The March 21st coup d’etat in Mali, a symbol of democracy in West Africa for twenty years, prompted a swift response from the international community. This response has been driven predominantly by concerns that the nation could become the newest hub of Islamist terrorism in northern Africa, where extremism is already rapidly proliferating.
Mali’s military coup was executed under the pretense of ending President Amadou Toumani Touré’s “incompetent rule” and with the intent to return the nation to a democratic civilian government. Despite immediately being suspended from the African Union, the military junta only recently returned the country to civilian rule, but has failed to regain control of its northern region. Now, ECOWAS has lost patience with the interim government’s dawdling and, along with French support, has called for UN intervention in Mali.
The international response has thus far been one of the most proactive, and is aimed at preventing the proliferation of terrorism in a high-risk environment where a threat is already established.
Current conditions in Mali provide an ideal environment for terrorist activity: an absence of political and legal frameworks, expanses of ungoverned land, and Islamist-friendly militants. The MNLA (Azawad National Liberation Movement, a Tuareg rebel-led group), Ansar Dine, and AQIM (al-Qaeda in the Islamic Maghreb), operate almost unimpeded from Mali’s northern region and have been behind anti-government attacks, kidnappings, and drug-running.
Since its condemnation of the coup, the US has maintained a safe distance from the situation in Mali when in fact it should be taking an intense interest in events on the ground. Embedded in the fallout from the coup, is an opportunity for the US to learn from the consequences of its actions and act preemptively in the interest of its national security.
First, in an example of unanticipated consequences, there are linkages between the Libyan intervention and Mali’s coup. Malian combatants fighting in Libya on behalf of Moammar Qaddafi returned to Mali having obtained experience and firepower from the conflict. These combatants formed MNLA and seized territory in the north of the country in early 2012. The situation exacerbated a general malaise within the Malian army which, after realizing it was inadequately prepared to fight the rebel forces, mutinied against the government. What began a mutiny ended a coup, and Mali’s north is now subject extremist influence.
Second – and most importantly – the US has an opportunity to act proactively in preventing extremism from becoming further entrenched in Africa. While sub-state terrorism has long been widespread, the spread of Islamist terrorism throughout northern Africa is gathering momentum as organizations relocate operations from Pakistan and East Africa on account of US drone strikes and local or regional actors seek alliances with larger organizations. AQIM in the Sahel region, Boko Haram in Nigeria, and al-Shabaab in Somalia – already in the crosshairs of US drones – all threaten US interests and national security.

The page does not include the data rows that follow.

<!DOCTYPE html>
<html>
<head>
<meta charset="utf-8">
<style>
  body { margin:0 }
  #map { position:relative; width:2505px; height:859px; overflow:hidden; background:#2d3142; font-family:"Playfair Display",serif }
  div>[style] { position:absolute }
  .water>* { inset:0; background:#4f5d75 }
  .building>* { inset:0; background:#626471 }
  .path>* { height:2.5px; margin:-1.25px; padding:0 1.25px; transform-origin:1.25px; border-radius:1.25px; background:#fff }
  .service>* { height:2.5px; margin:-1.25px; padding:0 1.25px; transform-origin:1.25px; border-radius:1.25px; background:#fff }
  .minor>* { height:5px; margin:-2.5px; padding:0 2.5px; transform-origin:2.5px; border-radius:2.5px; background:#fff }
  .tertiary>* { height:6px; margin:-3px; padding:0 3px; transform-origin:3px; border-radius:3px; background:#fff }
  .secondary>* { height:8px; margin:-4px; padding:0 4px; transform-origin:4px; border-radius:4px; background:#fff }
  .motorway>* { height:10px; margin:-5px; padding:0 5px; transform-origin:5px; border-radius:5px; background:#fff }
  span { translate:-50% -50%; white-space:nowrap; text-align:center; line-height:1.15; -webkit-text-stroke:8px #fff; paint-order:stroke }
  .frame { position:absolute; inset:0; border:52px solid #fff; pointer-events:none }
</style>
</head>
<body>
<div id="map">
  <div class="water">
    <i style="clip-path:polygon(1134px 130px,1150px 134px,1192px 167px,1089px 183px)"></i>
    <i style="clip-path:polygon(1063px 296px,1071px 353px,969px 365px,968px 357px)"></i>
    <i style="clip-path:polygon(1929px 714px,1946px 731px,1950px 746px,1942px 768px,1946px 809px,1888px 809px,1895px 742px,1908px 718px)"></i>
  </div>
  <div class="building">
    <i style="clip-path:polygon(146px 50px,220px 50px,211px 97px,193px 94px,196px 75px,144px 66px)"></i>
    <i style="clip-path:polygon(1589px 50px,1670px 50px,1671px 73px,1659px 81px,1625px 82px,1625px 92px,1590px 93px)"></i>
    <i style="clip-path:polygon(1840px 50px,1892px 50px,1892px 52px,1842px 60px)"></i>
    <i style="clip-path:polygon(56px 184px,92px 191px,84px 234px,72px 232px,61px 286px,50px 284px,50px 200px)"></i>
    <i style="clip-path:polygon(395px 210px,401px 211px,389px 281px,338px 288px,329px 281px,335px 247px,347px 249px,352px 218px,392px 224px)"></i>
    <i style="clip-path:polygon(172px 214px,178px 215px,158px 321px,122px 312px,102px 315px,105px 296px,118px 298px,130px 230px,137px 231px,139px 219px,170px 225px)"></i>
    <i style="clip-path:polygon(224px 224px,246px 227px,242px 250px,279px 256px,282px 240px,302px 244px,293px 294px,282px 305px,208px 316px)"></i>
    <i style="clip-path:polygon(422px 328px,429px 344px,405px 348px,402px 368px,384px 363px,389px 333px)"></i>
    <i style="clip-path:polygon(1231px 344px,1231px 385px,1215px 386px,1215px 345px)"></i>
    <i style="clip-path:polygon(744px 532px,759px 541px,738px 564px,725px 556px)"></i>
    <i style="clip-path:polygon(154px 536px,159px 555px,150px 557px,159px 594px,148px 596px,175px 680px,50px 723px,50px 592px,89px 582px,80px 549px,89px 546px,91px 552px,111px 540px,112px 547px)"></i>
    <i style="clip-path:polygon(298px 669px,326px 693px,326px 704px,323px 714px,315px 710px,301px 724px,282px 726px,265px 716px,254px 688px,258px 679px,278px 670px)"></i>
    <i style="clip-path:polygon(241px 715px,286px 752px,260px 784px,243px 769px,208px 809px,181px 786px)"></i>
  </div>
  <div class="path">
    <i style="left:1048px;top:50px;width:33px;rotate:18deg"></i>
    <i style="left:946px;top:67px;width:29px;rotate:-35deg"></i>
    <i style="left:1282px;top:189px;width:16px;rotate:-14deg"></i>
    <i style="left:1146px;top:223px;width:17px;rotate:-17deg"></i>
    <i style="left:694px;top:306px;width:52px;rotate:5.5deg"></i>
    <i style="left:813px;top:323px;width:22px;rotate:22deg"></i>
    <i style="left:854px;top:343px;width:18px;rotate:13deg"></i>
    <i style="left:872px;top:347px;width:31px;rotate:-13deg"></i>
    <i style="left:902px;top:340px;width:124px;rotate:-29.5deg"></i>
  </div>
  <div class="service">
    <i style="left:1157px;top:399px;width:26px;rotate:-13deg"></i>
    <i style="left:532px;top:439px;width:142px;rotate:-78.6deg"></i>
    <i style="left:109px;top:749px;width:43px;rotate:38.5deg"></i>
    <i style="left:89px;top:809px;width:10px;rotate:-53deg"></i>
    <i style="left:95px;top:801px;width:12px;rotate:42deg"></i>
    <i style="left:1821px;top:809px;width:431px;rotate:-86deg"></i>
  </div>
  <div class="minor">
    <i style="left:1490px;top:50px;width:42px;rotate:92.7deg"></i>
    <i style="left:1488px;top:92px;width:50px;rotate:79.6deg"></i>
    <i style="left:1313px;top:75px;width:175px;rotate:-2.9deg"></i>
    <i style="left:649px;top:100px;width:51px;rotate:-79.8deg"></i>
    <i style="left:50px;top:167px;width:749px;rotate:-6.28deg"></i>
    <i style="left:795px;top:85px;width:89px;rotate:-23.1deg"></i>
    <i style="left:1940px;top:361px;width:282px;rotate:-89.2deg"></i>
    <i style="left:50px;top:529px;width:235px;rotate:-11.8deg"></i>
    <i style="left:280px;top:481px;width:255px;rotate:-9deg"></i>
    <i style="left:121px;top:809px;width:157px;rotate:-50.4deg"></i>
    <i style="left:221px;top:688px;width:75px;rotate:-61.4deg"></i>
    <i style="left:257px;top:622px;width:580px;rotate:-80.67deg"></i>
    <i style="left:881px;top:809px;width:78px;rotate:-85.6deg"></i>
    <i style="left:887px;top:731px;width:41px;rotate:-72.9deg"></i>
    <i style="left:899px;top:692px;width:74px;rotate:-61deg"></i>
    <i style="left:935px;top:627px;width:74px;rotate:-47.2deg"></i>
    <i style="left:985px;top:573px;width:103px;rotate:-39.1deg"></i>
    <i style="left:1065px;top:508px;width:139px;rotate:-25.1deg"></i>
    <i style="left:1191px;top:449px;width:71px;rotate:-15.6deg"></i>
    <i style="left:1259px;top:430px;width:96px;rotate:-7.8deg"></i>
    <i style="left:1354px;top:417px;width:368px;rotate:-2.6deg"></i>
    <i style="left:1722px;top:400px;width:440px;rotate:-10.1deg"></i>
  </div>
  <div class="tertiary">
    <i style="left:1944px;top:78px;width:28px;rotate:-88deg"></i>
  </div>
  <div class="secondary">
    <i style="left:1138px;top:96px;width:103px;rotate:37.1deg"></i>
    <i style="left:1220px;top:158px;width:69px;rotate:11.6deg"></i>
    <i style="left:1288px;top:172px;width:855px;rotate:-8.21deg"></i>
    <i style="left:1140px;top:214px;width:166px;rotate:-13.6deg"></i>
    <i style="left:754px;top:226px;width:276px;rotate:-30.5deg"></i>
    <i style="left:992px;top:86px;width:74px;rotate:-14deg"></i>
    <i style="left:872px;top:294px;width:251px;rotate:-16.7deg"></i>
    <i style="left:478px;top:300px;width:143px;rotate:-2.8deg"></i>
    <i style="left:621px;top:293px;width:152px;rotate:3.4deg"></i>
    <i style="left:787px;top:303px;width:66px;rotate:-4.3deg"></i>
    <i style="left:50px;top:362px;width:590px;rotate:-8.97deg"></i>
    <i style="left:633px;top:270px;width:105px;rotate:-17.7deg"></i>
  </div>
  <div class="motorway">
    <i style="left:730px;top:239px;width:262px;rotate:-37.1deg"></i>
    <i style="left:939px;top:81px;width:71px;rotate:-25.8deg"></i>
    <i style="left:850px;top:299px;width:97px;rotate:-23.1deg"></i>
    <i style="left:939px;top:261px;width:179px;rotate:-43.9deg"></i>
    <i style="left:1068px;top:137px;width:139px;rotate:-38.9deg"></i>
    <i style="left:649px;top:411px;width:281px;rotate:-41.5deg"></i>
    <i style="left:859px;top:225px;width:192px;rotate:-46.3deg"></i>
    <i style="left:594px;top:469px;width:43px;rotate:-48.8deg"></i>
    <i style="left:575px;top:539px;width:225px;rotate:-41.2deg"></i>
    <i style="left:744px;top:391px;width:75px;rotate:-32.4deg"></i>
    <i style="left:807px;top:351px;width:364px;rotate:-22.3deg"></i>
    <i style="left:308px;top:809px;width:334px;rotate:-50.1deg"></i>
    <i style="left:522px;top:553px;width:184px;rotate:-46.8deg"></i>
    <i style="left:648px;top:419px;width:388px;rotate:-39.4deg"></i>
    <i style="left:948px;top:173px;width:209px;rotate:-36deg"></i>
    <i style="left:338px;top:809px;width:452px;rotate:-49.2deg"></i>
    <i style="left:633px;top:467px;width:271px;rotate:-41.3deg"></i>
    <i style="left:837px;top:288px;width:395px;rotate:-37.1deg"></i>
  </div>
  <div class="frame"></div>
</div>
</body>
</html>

The US can capitalize on the situation in Mali and expand its counterterrorism efforts by increasing its strategic engagement with African countries affected by terrorism, renewing public diplomacy efforts throughout Africa, and understanding the development of a new threat from the implementation of the Libyan intervention.
Direct US strategic engagement with African nations has generally been limited to protecting access to energy resources and counterterrorism activities. AFRICOM has released its 2012 Posture Statement which focuses on counterterrorism, reducing piracy and illicit trafficking, and building defense and crisis response capabilities. AFRICOM is focusing on the right issues; what matters is that these initiatives are implemented in a meaningful and effective way on the local and regional levels where engagement is most needed.
This increased strategic engagement must be coupled with renewed public diplomacy efforts to bolster positive perceptions of the US and rally support behind counterterrorism efforts. For the first time during the Obama Administration, the public approval of the US and US leadership capabilities has declined in Africa. Declining public support for the US puts at risk any US-led efforts to counteract the terrorist threat present in the region. A public diplomacy campaign aimed at articulating US objectives in counterterrorism efforts and how key government and civil society actors in Africa can lend support increases the efficacy of US and global efforts to stamp out the terrorist threat.
Finally, the US must understand that the intervention in Libya produced consequences in Mali that have international implications. These consequences might have been prevented with longer-term thinking and better intelligence on national and sub-national issues in the region. Understanding these issues could have produced a strategy that took into account the likelihood that a strategic intervention in Libya would either relocate the target issue or spawn an entirely new problem in another location.
This inability to plan for second- and third-order consequences is consistently reflected in US strategy but is essential to achieving US objectives. Until the US is able to approach strategic challenges such as the threat of extremism in Mali from a long-term perspective, its efforts are likely to be temporary fixes to an enduring problem.